Editorial: La venta del jaguar
Normalmente, las personas tienden a reaccionar enardecidas cuando experimentan injusticias, frustraciones y desesperación. Algunos ejemplos de situaciones capaces de indignarlas pueden ser la desigualdad social, la corrupción gubernamental, la violencia, la represión y hasta las crisis económicas prolongadas. Los grupos indignados suelen manifestarse mediante protestas, manifestaciones públicas y, en casos extremos, mediante disturbios.
Recientemente, el presidente de la República manifestó que esperará a ver la reacción del pueblo en caso de declararse inconstitucional la llamada “ley jaguar”, porque prevé una respuesta enardecida. La declaración invita a formular varias preguntas: ¿pidió el pueblo la ‘ley jaguar? ¿No fue más bien el mismo presidente? ¿Reaccionará la gente enardecida por algo que la mayoría no conoce en detalle? ¿Es la aprobación de la ley una preocupación urgente de las familias?
El panorama de esas familias no es hoy mejor que hace un par de años. La inseguridad sigue en ascenso, la economía se desacelera, el desempleo comienza a aumentar y el endeudamiento asfixia a muchos hogares. La llamada ‘ley jaguar’ no viene a atender ninguna de esas situaciones y tampoco resuelve los problemas que sí desesperan a los ciudadanos, como las listas de espera en la Caja Costarricense de Seguro Social, para mencionar solo uno de los más apremiantes.

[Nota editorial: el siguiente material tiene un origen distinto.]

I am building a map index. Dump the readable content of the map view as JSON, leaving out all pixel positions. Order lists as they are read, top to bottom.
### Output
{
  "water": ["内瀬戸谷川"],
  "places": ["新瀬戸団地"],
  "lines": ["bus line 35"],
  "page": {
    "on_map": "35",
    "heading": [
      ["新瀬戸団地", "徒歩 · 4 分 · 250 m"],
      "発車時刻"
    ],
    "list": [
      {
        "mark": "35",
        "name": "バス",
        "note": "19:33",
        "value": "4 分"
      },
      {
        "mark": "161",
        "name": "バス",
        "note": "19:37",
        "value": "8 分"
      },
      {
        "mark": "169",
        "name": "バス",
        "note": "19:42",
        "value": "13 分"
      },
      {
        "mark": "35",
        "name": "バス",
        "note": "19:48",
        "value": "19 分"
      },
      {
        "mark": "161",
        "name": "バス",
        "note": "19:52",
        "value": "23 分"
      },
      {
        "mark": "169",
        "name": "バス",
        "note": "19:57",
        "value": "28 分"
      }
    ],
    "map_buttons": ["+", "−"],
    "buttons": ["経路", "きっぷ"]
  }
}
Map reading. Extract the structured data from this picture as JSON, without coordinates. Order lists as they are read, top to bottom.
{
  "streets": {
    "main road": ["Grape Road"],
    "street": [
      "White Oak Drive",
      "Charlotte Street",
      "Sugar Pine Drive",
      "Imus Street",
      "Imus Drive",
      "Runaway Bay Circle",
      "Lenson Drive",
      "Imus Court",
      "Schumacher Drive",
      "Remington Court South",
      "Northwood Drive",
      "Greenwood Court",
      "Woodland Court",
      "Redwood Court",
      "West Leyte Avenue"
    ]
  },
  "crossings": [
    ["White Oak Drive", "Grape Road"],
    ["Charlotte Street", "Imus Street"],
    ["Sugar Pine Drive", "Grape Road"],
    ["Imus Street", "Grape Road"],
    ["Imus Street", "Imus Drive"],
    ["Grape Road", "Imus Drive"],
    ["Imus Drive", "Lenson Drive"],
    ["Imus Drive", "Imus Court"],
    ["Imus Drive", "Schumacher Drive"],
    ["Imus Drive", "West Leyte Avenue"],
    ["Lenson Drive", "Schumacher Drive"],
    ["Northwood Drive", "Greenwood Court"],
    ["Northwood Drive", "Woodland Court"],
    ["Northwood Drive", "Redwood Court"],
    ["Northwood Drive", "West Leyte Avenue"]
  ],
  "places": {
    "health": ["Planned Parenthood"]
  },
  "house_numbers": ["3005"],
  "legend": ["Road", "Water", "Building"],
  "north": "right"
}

Las consecuencias de aprobar esa ley han sido señaladas en reiteradas ocasiones por diversos sectores y, también, por expertos internacionales. Entre ellos destacan constitucionalistas, académicos, los mismos analistas que dieron origen al término “economía jaguar”, miembros de los supremos poderes y hasta algún participante de la comisión establecida para redactar la ley. ¿Por qué insistir en retroceder medio siglo en materia de control del gasto y lucha contra la corrupción? ¿No era esa lucha una de las promesas de campaña?
Es cierto que algunos procedimientos de fiscalización de la gestión pública podrían hacerse más expeditos y sensibles a las necesidades del desarrollo, pero ese no sería el resultado del proyecto. Al reducir las competencias de la Contraloría General de la República, dejaría abierta la puerta para los actos de corrupción, la mala gestión y menos transparencia en el uso de los recursos públicos.
Cuando la gente no cree en nada, es capaz de creer en cualquier cosa. Ese ha sido el punto de partida de la estrategia del Ejecutivo en los últimos dos años en relación con una parte de la ciudadanía. Atacar la credibilidad de los medios, de los supremos poderes, de la institucionalidad, de los maestros, de los empresarios, de los partidos políticos y hasta de miembros del propio gabinete, quienes, cuando fueron presentados a la población, se les calificó de lo mejor de los mejores.
El populismo se ha caracterizado siempre por atraer a las masas con promesas a corto plazo, frecuentemente sin considerar las implicaciones económicas a largo plazo. Esta es una preocupación creciente en la actualidad. La falta de una hoja de ruta clara y de medidas a favor del bienestar a mediano y largo plazo podrían tener un impacto duradero en la economía nacional y, también, sobre la convivencia democrática.
Dos años han transcurrido y muchas promesas están quedando en el olvido. No hay un despertar de la economía, el costo de vida no bajó, la corrupción sigue presente, la educación se debilita y nadie encara las verdaderas preocupaciones de la ciudadanía, sino las creadas más o menos artificialmente por el Ejecutivo. Hoy tenemos un país más fragmentado al cual se le quiere vender la idea de ser un jaguar. En esas realidades podrían germinar las semillas de un enardecimiento que ningún costarricense quisiera ver. En lugar de incitarlo, urge actuar para prevenirlo.